# TorchSig Iterable Dataset Example
This notebook showcases the TorchSigIterableDataset dataset.

---

In [None]:
# Define Variables

num_iq_samples_dataset = 4096 # 64^2
fft_size = 64
num_signals_max = 5
num_signals_min = 1

## Dataset Metadata
In order to create a TorchSigIterableDataset, you must define parameters in DatasetMetadata. This can be done either in code or inside a YAML file. Below we show how to do both. Look at `create_dataset_example.yaml` for a sample YAML file.

There are three required parameters: 
1. `num_iq_samples_dataset` -> how much IQ data per sample
2. `fft_size` -> Size of FFT (number of bins) to be used in spectrogram.
3. `num_signals_max` -> maximum number of signals per sample.
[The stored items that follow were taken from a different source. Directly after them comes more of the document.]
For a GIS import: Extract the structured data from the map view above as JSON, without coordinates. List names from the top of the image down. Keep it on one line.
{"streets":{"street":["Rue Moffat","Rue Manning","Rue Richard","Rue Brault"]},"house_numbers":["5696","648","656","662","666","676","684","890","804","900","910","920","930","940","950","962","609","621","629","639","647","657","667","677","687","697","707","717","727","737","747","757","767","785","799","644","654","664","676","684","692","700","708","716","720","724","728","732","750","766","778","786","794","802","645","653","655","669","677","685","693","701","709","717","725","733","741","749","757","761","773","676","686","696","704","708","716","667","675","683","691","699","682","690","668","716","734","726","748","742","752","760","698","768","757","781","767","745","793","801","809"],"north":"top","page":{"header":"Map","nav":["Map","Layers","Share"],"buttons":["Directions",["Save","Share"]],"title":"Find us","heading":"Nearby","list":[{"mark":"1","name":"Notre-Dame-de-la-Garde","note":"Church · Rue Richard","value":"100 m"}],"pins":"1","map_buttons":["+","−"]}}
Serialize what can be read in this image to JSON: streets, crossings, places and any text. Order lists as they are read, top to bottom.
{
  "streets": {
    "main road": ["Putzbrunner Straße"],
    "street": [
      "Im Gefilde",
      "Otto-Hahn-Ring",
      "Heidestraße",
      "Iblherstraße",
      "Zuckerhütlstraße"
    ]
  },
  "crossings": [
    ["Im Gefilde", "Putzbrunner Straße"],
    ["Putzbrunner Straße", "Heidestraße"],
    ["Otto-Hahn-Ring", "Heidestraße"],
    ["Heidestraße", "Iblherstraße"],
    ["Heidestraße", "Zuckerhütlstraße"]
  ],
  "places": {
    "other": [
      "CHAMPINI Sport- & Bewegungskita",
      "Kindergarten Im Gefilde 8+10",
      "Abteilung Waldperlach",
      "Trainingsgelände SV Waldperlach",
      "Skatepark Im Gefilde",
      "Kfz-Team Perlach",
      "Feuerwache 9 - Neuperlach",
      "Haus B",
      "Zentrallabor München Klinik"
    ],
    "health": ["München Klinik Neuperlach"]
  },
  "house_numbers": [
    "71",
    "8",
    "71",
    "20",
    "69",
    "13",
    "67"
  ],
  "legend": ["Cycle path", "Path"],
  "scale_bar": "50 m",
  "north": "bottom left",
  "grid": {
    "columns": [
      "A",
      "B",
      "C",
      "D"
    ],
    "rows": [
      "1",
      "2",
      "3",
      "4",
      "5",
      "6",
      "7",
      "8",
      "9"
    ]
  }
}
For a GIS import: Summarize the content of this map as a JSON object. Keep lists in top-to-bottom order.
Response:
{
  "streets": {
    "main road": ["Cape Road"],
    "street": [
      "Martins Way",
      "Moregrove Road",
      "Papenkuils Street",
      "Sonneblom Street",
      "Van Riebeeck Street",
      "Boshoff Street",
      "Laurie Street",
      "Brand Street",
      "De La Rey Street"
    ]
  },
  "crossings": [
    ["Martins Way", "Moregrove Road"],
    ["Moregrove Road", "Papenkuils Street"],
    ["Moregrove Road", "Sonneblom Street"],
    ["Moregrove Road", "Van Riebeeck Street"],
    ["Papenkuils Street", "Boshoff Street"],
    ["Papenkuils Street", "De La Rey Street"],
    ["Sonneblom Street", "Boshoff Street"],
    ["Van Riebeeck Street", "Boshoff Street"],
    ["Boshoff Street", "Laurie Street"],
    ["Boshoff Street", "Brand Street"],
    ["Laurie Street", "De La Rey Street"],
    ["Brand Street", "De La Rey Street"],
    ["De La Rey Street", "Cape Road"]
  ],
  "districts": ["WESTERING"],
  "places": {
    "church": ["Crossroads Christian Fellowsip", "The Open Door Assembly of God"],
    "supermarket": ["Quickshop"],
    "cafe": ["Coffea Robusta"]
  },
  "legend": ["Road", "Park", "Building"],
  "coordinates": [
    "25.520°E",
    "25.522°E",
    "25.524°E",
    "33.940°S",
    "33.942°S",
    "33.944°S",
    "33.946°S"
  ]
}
Additionally, there are several optional parameters that can be overridden.

In [None]:
# Option 1: Instantiate DatasetMetadata object
from torchsig.datasets.dataset_metadata import DatasetMetadata

dataset_metadata_1 = DatasetMetadata(
    num_iq_samples_dataset = num_iq_samples_dataset,
    fft_size = fft_size,
    num_signals_max = num_signals_max,
    num_signals_min = num_signals_min,
)
print(dataset_metadata_1)

In [None]:
# Option 2: Instantiate as a dictionary object

dataset_metadata_2 = dict(
    num_iq_samples_dataset = num_iq_samples_dataset,
    fft_size = fft_size,
    num_signals_max = num_signals_max,
    num_signals_min = num_signals_min,
    impairment_level = 0  # Added required parameter
)
print(dataset_metadata_2)

## Synthetic Dataset
To create a new dataset, simply instantiate a TorchSigIterableDataset object.

In [None]:
from torchsig.datasets.dataset_metadata import DatasetMetadata
from torchsig.datasets.datasets import TorchSigIterableDataset

dataset_infinite_metadata = DatasetMetadata(
    num_iq_samples_dataset = num_iq_samples_dataset,
    fft_size = fft_size,
    num_signals_max = num_signals_max,
    num_signals_min = num_signals_min
)

# Without target_labels, returns Signal objects with rich metadata
dataset_infinite = TorchSigIterableDataset(
    dataset_metadata = dataset_infinite_metadata
)

for i in range(5):
    signal = next(dataset_infinite)
    
    print(f"IQ Data shape: {signal.data.shape}")
    print(f"Component Signals: {len(signal.component_signals)}")
    
    # Access metadata from component signals
    for j, comp_signal in enumerate(signal.component_signals):
        print(f"  Signal {j}: {comp_signal.metadata.class_name}, SNR: {comp_signal.metadata.snr_db:.1f}dB")
    print()

### Time Domain Plot
The default data returned from datasets are IQ samples.

In [None]:
import matplotlib.pyplot as plt
import numpy as np

dataset_finite_time_series_metadata = DatasetMetadata(
    num_iq_samples_dataset = num_iq_samples_dataset,
    fft_size = fft_size,
    num_signals_max = num_signals_max,
    num_signals_min = num_signals_min
)

# With target_labels, returns (data, metadata) tuples
dataset_finite_time_series = TorchSigIterableDataset(
    dataset_metadata = dataset_finite_time_series_metadata,
    target_labels=["class_index"]
)

data, metadata = next(dataset_finite_time_series)
t = np.arange(0,len(data))/dataset_finite_time_series_metadata.sample_rate

fig = plt.figure(figsize=(12,4))
ax = fig.add_subplot(1,1,1)
ax.plot(t,np.real(data),alpha=0.5,label='Real')
ax.plot(t,np.imag(data),alpha=0.5,label='Imag')
ax.set_xlim([t[0], t[-1]])
ax.set_xlabel('Time (sec)')
ax.set_ylabel('Amplitude')
ax.set_title('Time Domain')
ax.grid()

### Spectrogram Plot
Spectrograms can be generated by passing in the `Spectrogram()` transform into the metadata. For more detailed code and information on spectrogram plots, please see following section.

In [None]:
from torchsig.transforms.transforms import Spectrogram

dataset_finite_spectrogram_metadata = DatasetMetadata(
    num_iq_samples_dataset = num_iq_samples_dataset,
    fft_size = fft_size,
    num_signals_max = num_signals_max,
    num_signals_min = num_signals_min
)

dataset_finite_spectrogram = TorchSigIterableDataset(
    dataset_metadata = dataset_finite_spectrogram_metadata,
    target_labels=["class_index"],
    transforms = [Spectrogram(fft_size=fft_size)]
)

data, metadata = next(dataset_finite_spectrogram)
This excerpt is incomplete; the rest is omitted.